At this point we can run the application and and can see the grid view in action.

6. Handling GridView click action

When user click on any grid item, we have to take user to details activity by passing the image and title of the grid item clicked. To do this we can call setOnItemClickListener() method by passing the instance of OnItemClickListener.

gridView.setOnItemClickListener(new OnItemClickListener() {
public void onItemClick(AdapterView<?> parent, View v, int position, long id) {
	ImageItem item = (ImageItem) parent.getItemAtPosition(position);
	//Create intent
	Intent intent = new Intent(MainActivity.this, DetailsActivity.class);
	intent.putExtra("title", item.getTitle());
	intent.putExtra("image", item.getImage());

	//Start details activity
	startActivity(intent);
}

Learn  more about passing data from one activity to another here.

7. Customizing GridView style

We are pretty much good with the GridView gallery, let us do some customization such as changing the background color of a grid item while user is clicks.

For this, let us define a color selector grid_color_selector.xml and place it inside drawable folder. We can use a selector with grid_row.xml layout file by using android:background attribute.

<?xml version="1.0" encoding="utf-8"?>
<selector xmlns:android="http://schemas.android.com/apk/res/android">
    <item android:drawable="@color/blue" android:state_pressed="true"/>
    <item android:drawable="@color/blue" android:state_selected="true"/>
    <item android:drawable="@color/white"/>
</selector>

8. Creating details activity

Create a new layout file named details_activity.xml. This will be used for the layout for my DetailsActivity.
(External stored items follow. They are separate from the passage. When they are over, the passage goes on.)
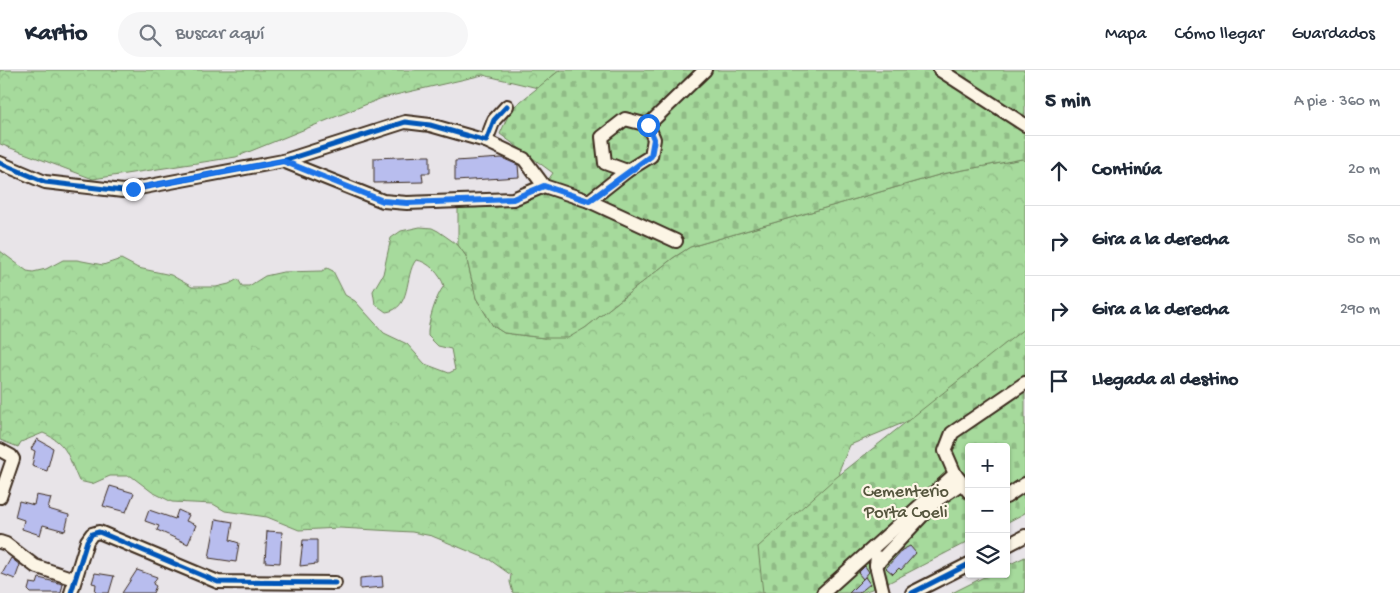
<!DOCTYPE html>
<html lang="es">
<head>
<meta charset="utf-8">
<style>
  :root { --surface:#fff; --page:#f6f6f7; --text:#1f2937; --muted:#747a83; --line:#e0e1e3 }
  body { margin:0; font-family:"Gochi Hand",sans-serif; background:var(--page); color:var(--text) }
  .controls { position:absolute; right:15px; bottom:15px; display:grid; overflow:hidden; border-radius:5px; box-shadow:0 1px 4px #0004 }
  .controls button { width:45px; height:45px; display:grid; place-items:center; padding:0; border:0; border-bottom:1px solid var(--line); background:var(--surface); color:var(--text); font:25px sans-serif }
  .stop { position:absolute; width:15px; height:15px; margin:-11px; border:4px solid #1a73e8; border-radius:50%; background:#fff }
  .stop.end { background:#1a73e8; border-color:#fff; box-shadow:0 1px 5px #0008 }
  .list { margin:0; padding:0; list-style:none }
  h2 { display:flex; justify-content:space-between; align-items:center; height:65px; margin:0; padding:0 20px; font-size:21px }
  h2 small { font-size:16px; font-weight:400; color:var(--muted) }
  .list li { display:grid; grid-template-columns:32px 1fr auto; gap:15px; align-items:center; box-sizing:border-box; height:70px; padding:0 20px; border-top:1px solid var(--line) }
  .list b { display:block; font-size:19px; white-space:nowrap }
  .list em { font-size:16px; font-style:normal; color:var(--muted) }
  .icon { flex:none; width:28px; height:28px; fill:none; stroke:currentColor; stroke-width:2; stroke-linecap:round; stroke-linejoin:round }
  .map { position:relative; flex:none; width:1025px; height:523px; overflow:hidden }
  header { display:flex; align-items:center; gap:30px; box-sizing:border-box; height:70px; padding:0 25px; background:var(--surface); border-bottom:1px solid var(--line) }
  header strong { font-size:24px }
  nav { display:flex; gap:28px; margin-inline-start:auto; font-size:18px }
  .search { width:350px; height:45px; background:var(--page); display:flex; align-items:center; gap:12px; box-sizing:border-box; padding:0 18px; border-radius:28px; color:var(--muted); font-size:19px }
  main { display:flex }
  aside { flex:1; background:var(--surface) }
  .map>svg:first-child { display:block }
  .forest { fill:url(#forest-crowns); stroke:#70825d }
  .cemetery { fill:url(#cemetery-stones); stroke:#70825d }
  .building { fill:#b8bdee; stroke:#3b2a1e }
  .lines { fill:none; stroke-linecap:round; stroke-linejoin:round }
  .minor-casing { stroke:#3b2a1e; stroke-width:16 }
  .minor { stroke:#fcf5e5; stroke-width:12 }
  .cycleway-casing { stroke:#fcf5e5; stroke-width:8 }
  .cycleway { stroke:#0057b8; stroke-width:5 }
  .route { stroke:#1a73e8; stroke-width:6 }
  .labels { text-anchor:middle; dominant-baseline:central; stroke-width:4.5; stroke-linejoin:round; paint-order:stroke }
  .park-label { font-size:18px; fill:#56563e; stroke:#fcf5e5 }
</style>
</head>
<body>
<header>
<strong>Kartio</strong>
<div class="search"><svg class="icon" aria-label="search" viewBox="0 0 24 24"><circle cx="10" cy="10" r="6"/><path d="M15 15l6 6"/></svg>Buscar aquí</div>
<nav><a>Mapa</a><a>Cómo llegar</a><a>Guardados</a></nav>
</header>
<main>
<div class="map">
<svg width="1025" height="523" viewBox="0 0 1025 523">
  <defs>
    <pattern id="forest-crowns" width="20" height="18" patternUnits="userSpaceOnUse" patternTransform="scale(1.25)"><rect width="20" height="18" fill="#a6da9c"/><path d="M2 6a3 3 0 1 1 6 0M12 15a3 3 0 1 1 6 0" fill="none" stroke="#90bb86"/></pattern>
    <pattern id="cemetery-stones" width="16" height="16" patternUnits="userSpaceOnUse" patternTransform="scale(1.25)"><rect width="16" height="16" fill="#a6da9c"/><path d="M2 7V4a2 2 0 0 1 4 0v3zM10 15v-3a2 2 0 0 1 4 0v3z" fill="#90bb86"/></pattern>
  </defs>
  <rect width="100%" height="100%" fill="#e8e4e8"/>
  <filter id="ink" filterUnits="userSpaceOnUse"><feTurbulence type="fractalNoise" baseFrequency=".02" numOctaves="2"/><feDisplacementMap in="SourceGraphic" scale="10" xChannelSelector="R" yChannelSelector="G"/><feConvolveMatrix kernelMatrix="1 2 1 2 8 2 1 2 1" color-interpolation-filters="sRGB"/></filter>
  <g filter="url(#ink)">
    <g class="forest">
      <polygon points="0,0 560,0 538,18 483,5 382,28 236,87 93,109 0,74"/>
      <path d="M1022,89H1025V281L966,327L850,375L840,398L839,418L788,523H513L510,512L511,505L490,490L432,466L412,462L340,458L299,460L267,447L225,441L213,434L172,432L152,422L131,406H110L92,414L79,411C68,388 69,374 43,363L21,372L18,377L0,370V181L27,201L33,202L46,199L63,190H77L103,195L121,189L138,198L171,205L192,217H216L229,214L238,209L242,216H249L265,206L283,202L322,201L327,198L333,201L345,225L355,231L384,263L407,274L425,294L449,303L455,300L451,279L438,276L428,266C427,255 436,225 444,216C441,205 428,191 416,190C404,205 412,239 386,242L375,234L373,221L383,204L391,168L401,161L420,157L432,158L438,161L458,175L466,186L476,228L493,256L504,263L544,268L585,258L673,188L690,177L942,104Z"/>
    </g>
    <g class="cemetery">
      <polygon points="560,0 1025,0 1025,91 1022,89 942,104 690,177 673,188 585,258 568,268 544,268 504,263 493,256 476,228 466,186 458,175 458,130 537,126 553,103 500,64 511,39"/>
      <polygon points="1025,258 1025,443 1006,453 1006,377 969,377 969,471 890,512 861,523 763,523 758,477 833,410"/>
      <polygon points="1025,487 1025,523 952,523 990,504 1006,504 1006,496"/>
    </g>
    <g class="building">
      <polygon points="425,86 430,86 430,103 422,103 423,112 374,113 374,88"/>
      <polygon points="502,88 518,95 519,107 455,111 455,91"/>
      <polygon points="37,369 53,378 47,401 32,396 35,381 31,379"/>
      <polygon points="110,416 134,423 126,442 103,436"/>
      <polygon points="36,425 51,428 48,439 69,445 65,461 43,455 40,465 22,459 24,450 15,447 19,431 34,435"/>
      <polygon points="149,440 175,449 178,440 189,445 186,451 196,455 188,474 157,460 159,456 145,451"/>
      <polygon points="216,449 233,452 230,470 239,473 236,492 209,488"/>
      <polygon points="267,461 282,462 280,493 265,492"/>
      <polygon points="303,470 317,470 317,494 300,496"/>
      <polygon points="910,476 916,483 901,500 899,498 893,504 886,498 902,480"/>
      <polygon points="11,488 20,495 15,509 2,504"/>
      <polygon points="865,496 869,502 863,509 858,503"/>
      <polygon points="137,500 157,507 153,514 156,516 153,523 122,523"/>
      <polygon points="95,503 114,506 109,523 95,523 96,514 92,513"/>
      <polygon points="382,506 383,517 360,519 360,508"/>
      <polygon points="865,507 870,514 859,523 849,523"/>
      <polygon points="39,508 63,514 61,523 31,523 28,520 30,513 37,514"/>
    </g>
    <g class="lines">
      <g class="minor-casing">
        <g id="minor">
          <polyline points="940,0 1025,55"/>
          <polygon points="625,49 648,55 654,69 651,86 627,101 605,93 602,67"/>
          <polyline points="648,55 705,0"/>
          <polyline points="486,71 524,89 544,116"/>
          <polyline points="283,91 383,131 407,133 513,129 544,116 589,131 676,171"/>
          <polyline points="0,93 45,112 123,121 283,91 405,52 430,55 486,71 494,50 507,36"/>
          <polyline points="589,131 627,101"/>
          <polyline points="0,380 11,386 13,389 0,427"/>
          <polyline points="969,422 955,404 945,381 952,363 1025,313"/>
          <polyline points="1006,427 1025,414"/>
          <polyline points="0,472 6,474 35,496 74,509"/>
          <polyline points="1006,476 1025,466"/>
          <polyline points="877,487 876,495 883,523"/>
          <polyline points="876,495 937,430 962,413"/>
          <polyline points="71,523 87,471 92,464 99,462 218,512 335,513"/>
          <polyline points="823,523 955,404"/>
          <polyline points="912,523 969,494"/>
        </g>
      </g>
      <use href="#minor" class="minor"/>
      <g class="cycleway-casing">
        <g id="cycleway">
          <polyline points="0,93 45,112 123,121 283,91 405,52 430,55 486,71 494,50 507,36"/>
          <polyline points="71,523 87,471 92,464 99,462 218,512 335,513"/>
          <polyline points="912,523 969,494"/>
        </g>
      </g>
      <use href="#cycleway" class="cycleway"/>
    </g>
  </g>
  <g class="lines" filter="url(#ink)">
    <polyline class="route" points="133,119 283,91 383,131 407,133 513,129 544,116 589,131 651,86 654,69 648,55"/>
  </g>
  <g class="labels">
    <g class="park-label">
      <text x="906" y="422">Cementerio<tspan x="906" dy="21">Porta Coeli</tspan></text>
    </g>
  </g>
</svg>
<div class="controls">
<button>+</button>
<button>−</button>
<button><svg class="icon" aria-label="layers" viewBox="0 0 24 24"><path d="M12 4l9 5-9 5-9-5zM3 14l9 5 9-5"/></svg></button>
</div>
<div class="stop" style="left:648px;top:55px"></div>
<div class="stop end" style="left:133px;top:119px"></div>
</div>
<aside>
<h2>5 min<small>A pie · 360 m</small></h2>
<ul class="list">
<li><svg class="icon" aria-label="ahead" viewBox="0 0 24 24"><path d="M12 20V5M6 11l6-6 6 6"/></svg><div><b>Continúa</b></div><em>20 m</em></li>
<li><svg class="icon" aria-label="right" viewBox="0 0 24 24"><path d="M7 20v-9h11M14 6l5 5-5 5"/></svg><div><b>Gira a la derecha</b></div><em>50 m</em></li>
<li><svg class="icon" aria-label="right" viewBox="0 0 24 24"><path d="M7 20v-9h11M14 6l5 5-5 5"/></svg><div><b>Gira a la derecha</b></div><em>290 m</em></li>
<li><svg class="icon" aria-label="arrive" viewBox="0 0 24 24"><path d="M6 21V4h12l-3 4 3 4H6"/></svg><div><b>Llegada al destino</b></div></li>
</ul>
</aside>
</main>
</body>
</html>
<?xml version="1.0" encoding="utf-8"?>
<FrameLayout xmlns:android="http://schemas.android.com/apk/res/android"
    android:layout_width="match_parent"
    android:layout_height="match_parent"
    android:orientation="vertical"
    android:background="#000">

    <ImageView
        android:id="@+id/image"
        android:layout_width="match_parent"
        android:layout_height="match_parent"
        android:layout_gravity="center"
        android:scaleType="fitCenter" />

    <TextView
        android:id="@+id/title"
        android:layout_width="match_parent"
        android:layout_height="wrap_content"
        android:layout_gravity="bottom"
        android:background="#00000c"
        android:padding="10dp"
        android:textColor="#fff"
        android:textSize="20dp" />
</FrameLayout>

The above layout is quite simple with an ImageView for displaying full sized image and TextView for displaying the title. Now let us crete DetailsActivity and use the above layout to display the selected image.

public class DetailsActivity extends ActionBarActivity {

    @Override
    protected void onCreate(Bundle savedInstanceState) {
        super.onCreate(savedInstanceState);
        setContentView(R.layout.details_activity);

        String title = getIntent().getStringExtra("title");
        Bitmap bitmap = getIntent().getParcelableExtra("image");

        TextView titleTextView = (TextView) findViewById(R.id.title);
        titleTextView.setText(title);

        ImageView imageView = (ImageView) findViewById(R.id.image);
        imageView.setImageBitmap(bitmap);
    }
}

Well, we have now completed the whole exercise to build image gallery using Android GridView. If you find any problem, or something is missing, you can download code and compare your code with mine.